• Aim of the exercise: Write every entry out again with no changes, and leave the images behind.

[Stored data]
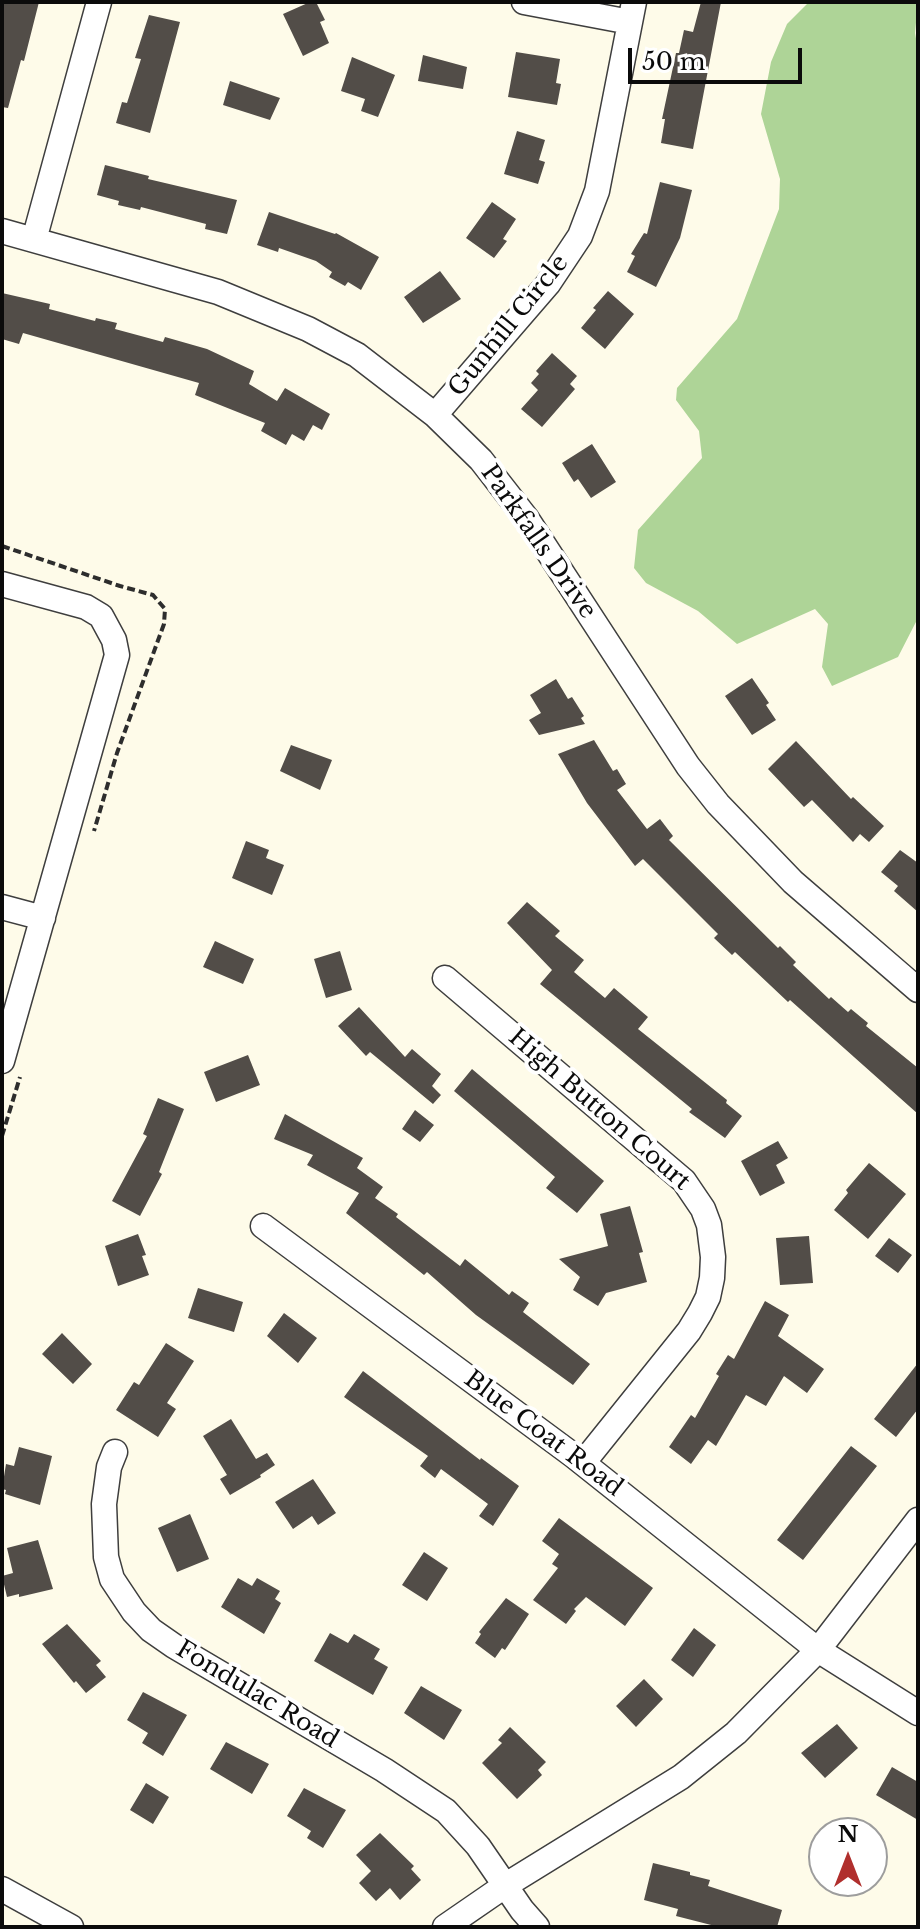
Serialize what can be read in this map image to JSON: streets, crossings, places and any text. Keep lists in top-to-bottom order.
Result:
{
  "streets": {
    "street": [
      "Gunhill Circle",
      "Parkfalls Drive",
      "High Button Court",
      "Blue Coat Road",
      "Fondulac Road"
    ]
  },
  "crossings": [
    ["Gunhill Circle", "Parkfalls Drive"],
    ["High Button Court", "Blue Coat Road"]
  ],
  "scale_bar": "50 m",
  "north": "top"
}
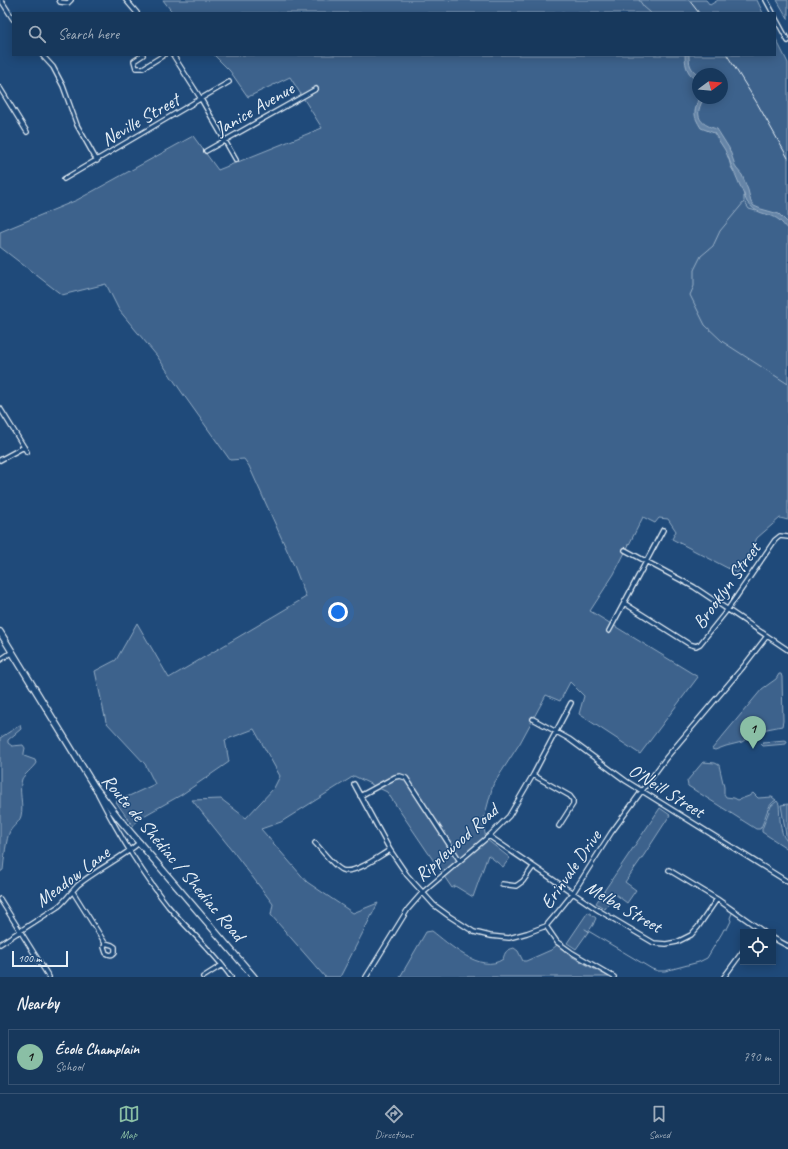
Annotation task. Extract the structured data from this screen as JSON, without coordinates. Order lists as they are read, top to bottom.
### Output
{
  "streets": {
    "main road": ["Route de Shédiac / Shediac Road"],
    "street": [
      "Janice Avenue",
      "Neville Street",
      "Brooklyn Street",
      "O'Neill Street",
      "Ripplewood Road",
      "Erinvale Drive",
      "Meadow Lane",
      "Melba Street"
    ]
  },
  "crossings": [
    ["O'Neill Street", "Ripplewood Road"],
    ["O'Neill Street", "Erinvale Drive"],
    ["Ripplewood Road", "Erinvale Drive"],
    ["Ripplewood Road", "Melba Street"],
    ["Route de Shédiac / Shediac Road", "Meadow Lane"],
    ["Erinvale Drive", "Melba Street"]
  ],
  "scale_bar": "100 m",
  "north": "right",
  "page": {
    "search": "Search here",
    "pins": "1",
    "scale": "100 m",
    "heading": "Nearby",
    "list": [
      {
        "mark": "1",
        "name": "École Champlain",
        "note": "School",
        "value": "790 m"
      }
    ],
    "nav": ["Map", "Directions", "Saved"]
  }
}
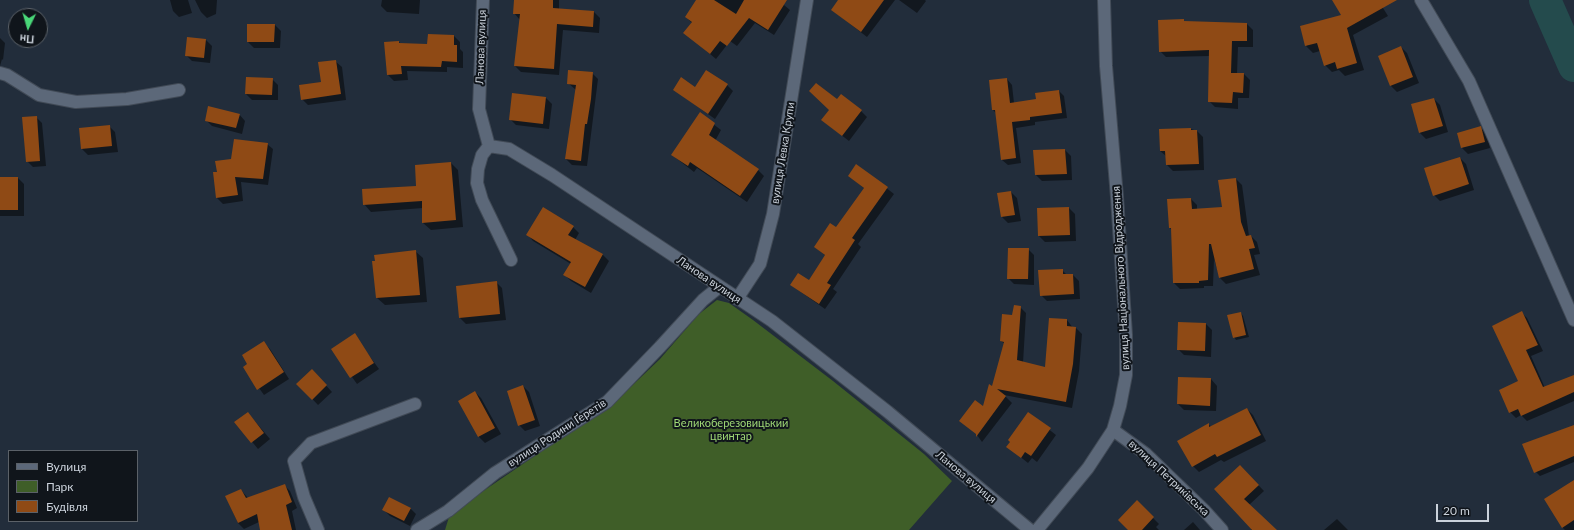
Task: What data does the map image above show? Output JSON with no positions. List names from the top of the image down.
{
  "streets": {
    "street": [
      "Ланова вулиця",
      "вулиця Левка Крупи",
      "вулиця Національного Відродження",
      "вулиця Родини Ґеретів",
      "вулиця Петриківська"
    ]
  },
  "crossings": [
    ["Ланова вулиця", "вулиця Левка Крупи"],
    ["Ланова вулиця", "вулиця Родини Ґеретів"],
    ["вулиця Національного Відродження", "вулиця Петриківська"]
  ],
  "parks": ["Великоберезовицький цвинтар"],
  "legend": ["Вулиця", "Парк", "Будівля"],
  "scale_bar": "20 m",
  "north": "bottom"
}
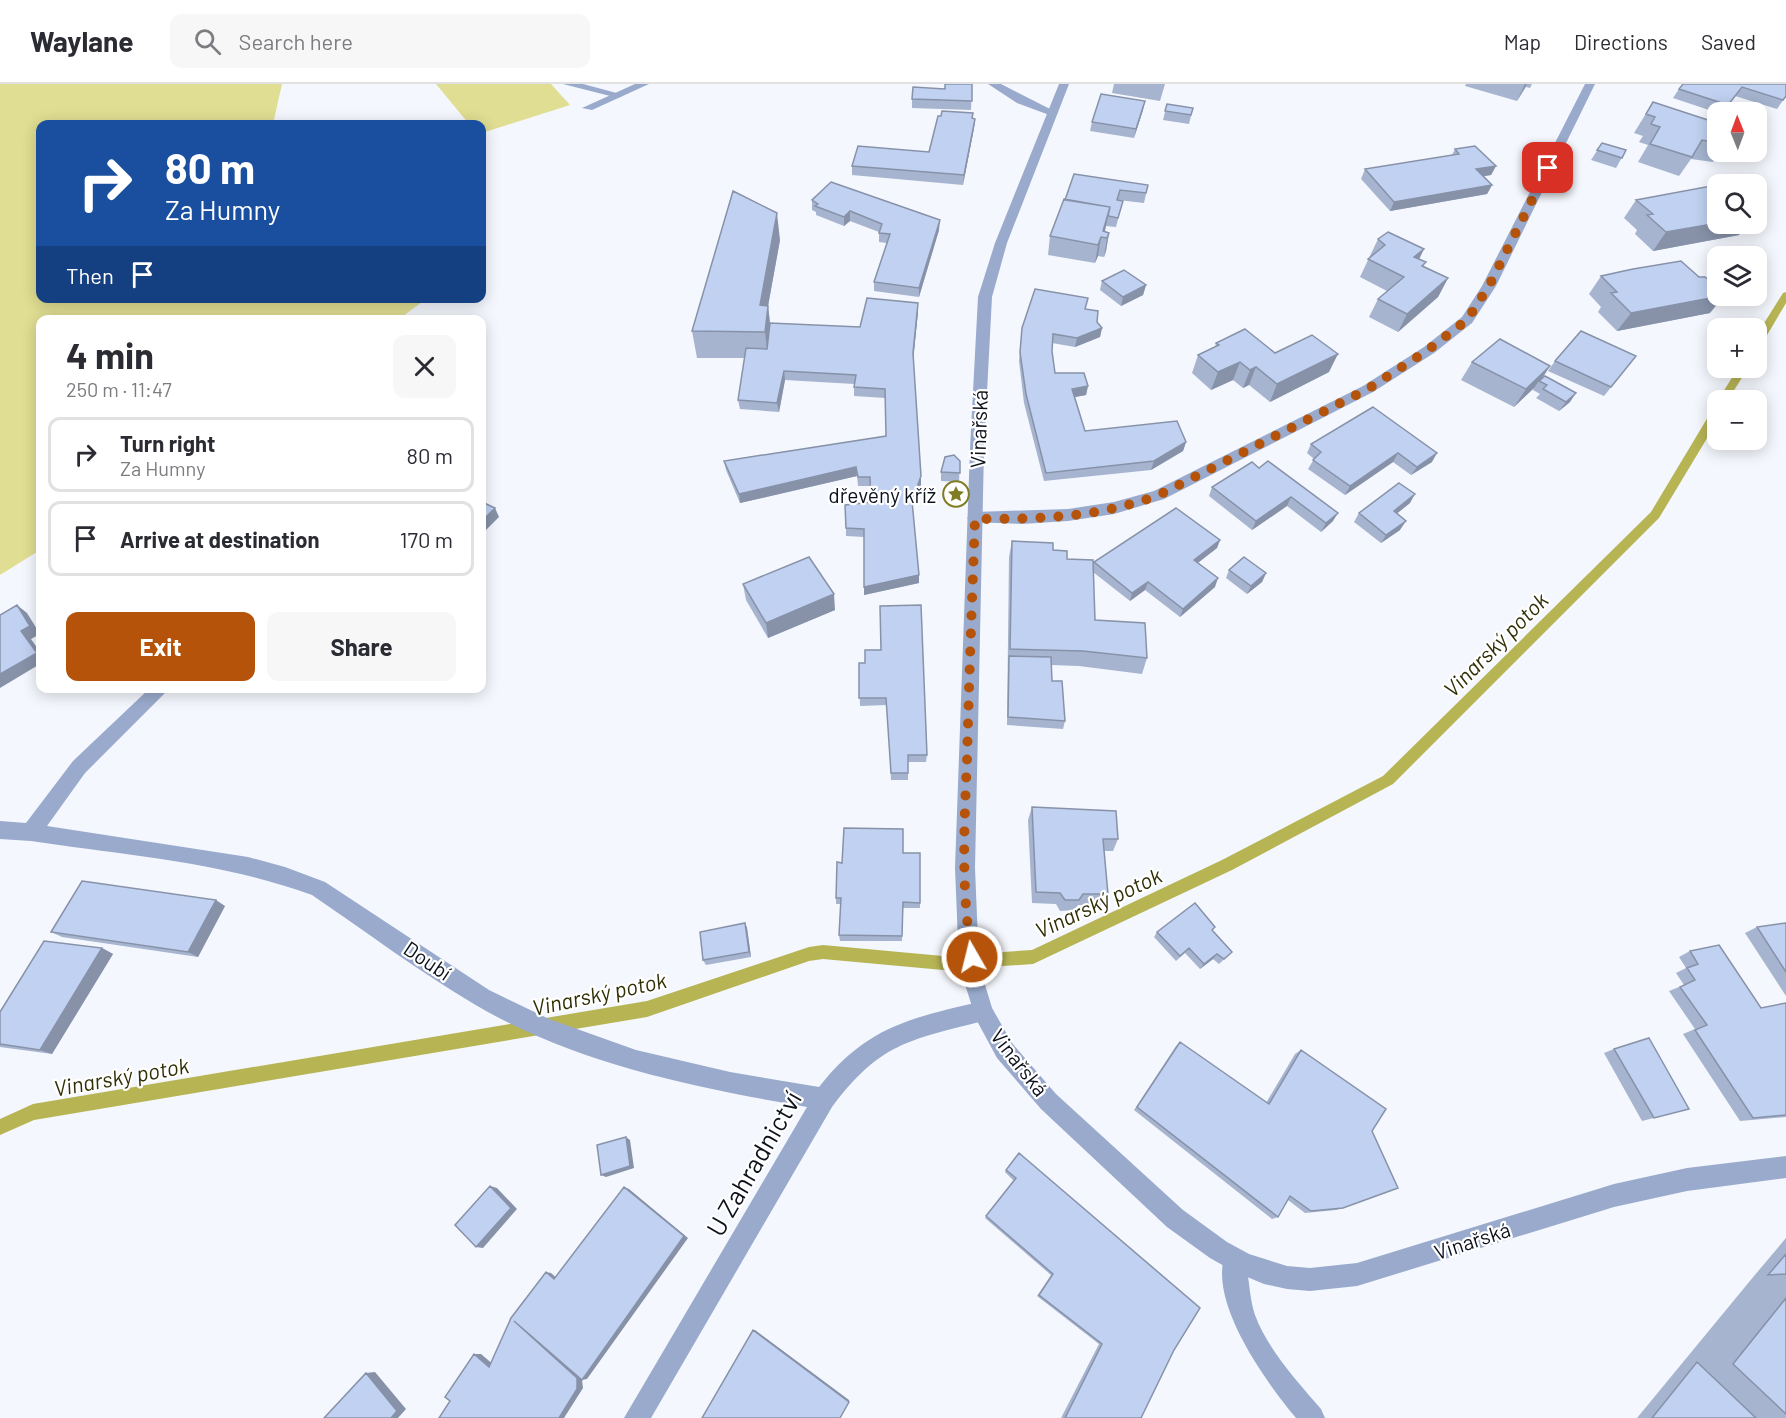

• Task result:
Serialize what can be read in this map image to JSON: streets, crossings, places and any text. Keep lists in top-to-bottom order.
Result:
{
  "streets": {
    "street": [
      "Gunhill Circle",
      "Parkfalls Drive",
      "High Button Court",
      "Blue Coat Road",
      "Fondulac Road"
    ]
  },
  "crossings": [
    ["Gunhill Circle", "Parkfalls Drive"],
    ["High Button Court", "Blue Coat Road"]
  ],
  "scale_bar": "50 m",
  "north": "top"
}
Annotation task. Extract the structured data from this screen as JSON, without coordinates. Order lists as they are read, top to bottom.
### Output
{
  "streets": {
    "main road": ["Route de Shédiac / Shediac Road"],
    "street": [
      "Janice Avenue",
      "Neville Street",
      "Brooklyn Street",
      "O'Neill Street",
      "Ripplewood Road",
      "Erinvale Drive",
      "Meadow Lane",
      "Melba Street"
    ]
  },
  "crossings": [
    ["O'Neill Street", "Ripplewood Road"],
    ["O'Neill Street", "Erinvale Drive"],
    ["Ripplewood Road", "Erinvale Drive"],
    ["Ripplewood Road", "Melba Street"],
    ["Route de Shédiac / Shediac Road", "Meadow Lane"],
    ["Erinvale Drive", "Melba Street"]
  ],
  "scale_bar": "100 m",
  "north": "right",
  "page": {
    "search": "Search here",
    "pins": "1",
    "scale": "100 m",
    "heading": "Nearby",
    "list": [
      {
        "mark": "1",
        "name": "École Champlain",
        "note": "School",
        "value": "790 m"
      }
    ],
    "nav": ["Map", "Directions", "Saved"]
  }
}
Task: What data does the map image above show? Output JSON with no positions. List names from the top of the image down.
{
  "streets": {
    "street": [
      "Ланова вулиця",
      "вулиця Левка Крупи",
      "вулиця Національного Відродження",
      "вулиця Родини Ґеретів",
      "вулиця Петриківська"
    ]
  },
  "crossings": [
    ["Ланова вулиця", "вулиця Левка Крупи"],
    ["Ланова вулиця", "вулиця Родини Ґеретів"],
    ["вулиця Національного Відродження", "вулиця Петриківська"]
  ],
  "parks": ["Великоберезовицький цвинтар"],
  "legend": ["Вулиця", "Парк", "Будівля"],
  "scale_bar": "20 m",
  "north": "bottom"
}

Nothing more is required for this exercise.